API¶
The Trove API is the core backend service - a NestJS 11 application running on Fastify that exposes a REST interface consumed by the Admin Portal, Customer Frontend, and Worker Service.
Stack¶
| Layer | Technology |
|---|---|
| Framework | NestJS 11 |
| HTTP adapter | Fastify |
| API style | REST |
| Database | MySQL 8 via MikroORM |
| Authentication | Auth0 + JWT |
| Documentation | Swagger (OpenAPI) |
| Error monitoring | Sentry |
Running Locally¶
The API starts on port 3000 by default.
Swagger UI is available at:
Authentication¶
Authentication uses Auth0 with JWT tokens. The API validates tokens on each request and enforces role-based access using NestJS guards.
Five token types are in use across the platform:
| Token Type | Used By |
|---|---|
| Vendor | Brand users accessing the Admin Portal |
| Recipient | Gift recipients accessing the storefront |
| Admin | Internal platform administration |
| Shopify OAuth | Shopify integration flow |
| Xero OAuth | Xero integration flow |
Rate Limiting¶
The API enforces a rate limit of 30 requests per second per client to protect against abuse and ensure fair usage.
Domain Modules¶
The API is organised into NestJS modules by domain:
| Module | Responsibility |
|---|---|
| Users | User accounts, profiles, and authentication context |
| Vendors | Brand (vendor) accounts, settings, and onboarding |
| Storefronts | Per-vendor storefront configuration and customisation |
| Products | Product catalogue management and Shopify sync |
| Orders | Order creation, status management, and fulfilment |
| Carts | Cart sessions for the recipient gift selection flow |
| Payments | Stripe Connect payment processing and payout management |
Third-Party Integrations¶
Stripe Connect¶
Handles all payment processing.

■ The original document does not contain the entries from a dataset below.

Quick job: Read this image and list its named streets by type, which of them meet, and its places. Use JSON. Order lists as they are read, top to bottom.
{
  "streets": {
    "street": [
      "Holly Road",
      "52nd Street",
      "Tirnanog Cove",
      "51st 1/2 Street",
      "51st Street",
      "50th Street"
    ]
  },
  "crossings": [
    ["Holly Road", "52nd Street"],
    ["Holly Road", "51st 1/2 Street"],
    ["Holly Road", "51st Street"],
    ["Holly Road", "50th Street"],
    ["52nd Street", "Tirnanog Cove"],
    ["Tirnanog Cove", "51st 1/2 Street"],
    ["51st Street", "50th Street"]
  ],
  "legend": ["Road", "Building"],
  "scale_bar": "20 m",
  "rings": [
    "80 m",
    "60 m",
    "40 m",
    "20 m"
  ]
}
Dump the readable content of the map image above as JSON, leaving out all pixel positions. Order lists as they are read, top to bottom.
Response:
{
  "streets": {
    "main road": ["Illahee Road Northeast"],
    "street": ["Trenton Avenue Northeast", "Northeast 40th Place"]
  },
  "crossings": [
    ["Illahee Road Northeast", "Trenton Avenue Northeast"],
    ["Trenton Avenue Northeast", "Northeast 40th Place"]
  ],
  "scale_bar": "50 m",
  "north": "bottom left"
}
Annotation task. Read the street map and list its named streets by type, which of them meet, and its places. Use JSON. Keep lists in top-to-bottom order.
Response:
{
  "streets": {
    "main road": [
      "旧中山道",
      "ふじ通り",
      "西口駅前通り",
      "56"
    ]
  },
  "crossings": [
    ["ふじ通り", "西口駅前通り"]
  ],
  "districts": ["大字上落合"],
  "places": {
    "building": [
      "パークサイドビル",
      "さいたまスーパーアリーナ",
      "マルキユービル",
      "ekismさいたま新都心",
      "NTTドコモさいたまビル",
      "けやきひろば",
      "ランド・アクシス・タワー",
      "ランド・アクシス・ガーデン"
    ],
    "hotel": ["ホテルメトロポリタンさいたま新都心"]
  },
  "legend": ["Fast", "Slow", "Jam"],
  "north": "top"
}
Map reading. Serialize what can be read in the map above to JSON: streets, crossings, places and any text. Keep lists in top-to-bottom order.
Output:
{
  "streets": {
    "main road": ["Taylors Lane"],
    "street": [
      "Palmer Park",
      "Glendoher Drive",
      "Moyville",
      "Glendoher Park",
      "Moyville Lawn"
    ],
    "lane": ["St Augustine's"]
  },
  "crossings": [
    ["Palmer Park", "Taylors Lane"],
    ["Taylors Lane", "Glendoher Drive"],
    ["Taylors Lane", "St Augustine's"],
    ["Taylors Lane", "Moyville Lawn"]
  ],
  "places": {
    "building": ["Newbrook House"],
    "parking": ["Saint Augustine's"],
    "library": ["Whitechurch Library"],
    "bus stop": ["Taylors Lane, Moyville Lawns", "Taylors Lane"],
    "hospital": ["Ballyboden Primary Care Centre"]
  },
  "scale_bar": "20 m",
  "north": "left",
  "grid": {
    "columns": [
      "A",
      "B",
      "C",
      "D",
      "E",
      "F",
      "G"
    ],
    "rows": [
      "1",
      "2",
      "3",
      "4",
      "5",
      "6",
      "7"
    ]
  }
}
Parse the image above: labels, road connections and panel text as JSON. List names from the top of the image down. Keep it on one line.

Vendors onboard via Stripe Connect so payouts flow directly to their accounts. The API manages:
- Stripe Connect account creation and onboarding links
- Payment intent creation and confirmation
- Webhook handling for payment events
Shopify¶
Vendors can connect a Shopify store via OAuth. The API manages:
- OAuth authorisation flow and token storage
- Product import from Shopify into the Trove catalogue
- Incoming Shopify webhooks (processed asynchronously via the Worker)
Xero¶
Used for invoice generation and accounting reconciliation. The API manages the Xero OAuth flow and passes invoice jobs to the Worker.
Auth0¶
All authentication is delegated to Auth0. The API validates Auth0-issued JWTs and maps them to internal user records.
Sentry¶
Runtime errors and performance issues are captured and reported to Sentry automatically via the NestJS Sentry integration.
Database¶
The API uses MikroORM to interact with a MySQL 8 database.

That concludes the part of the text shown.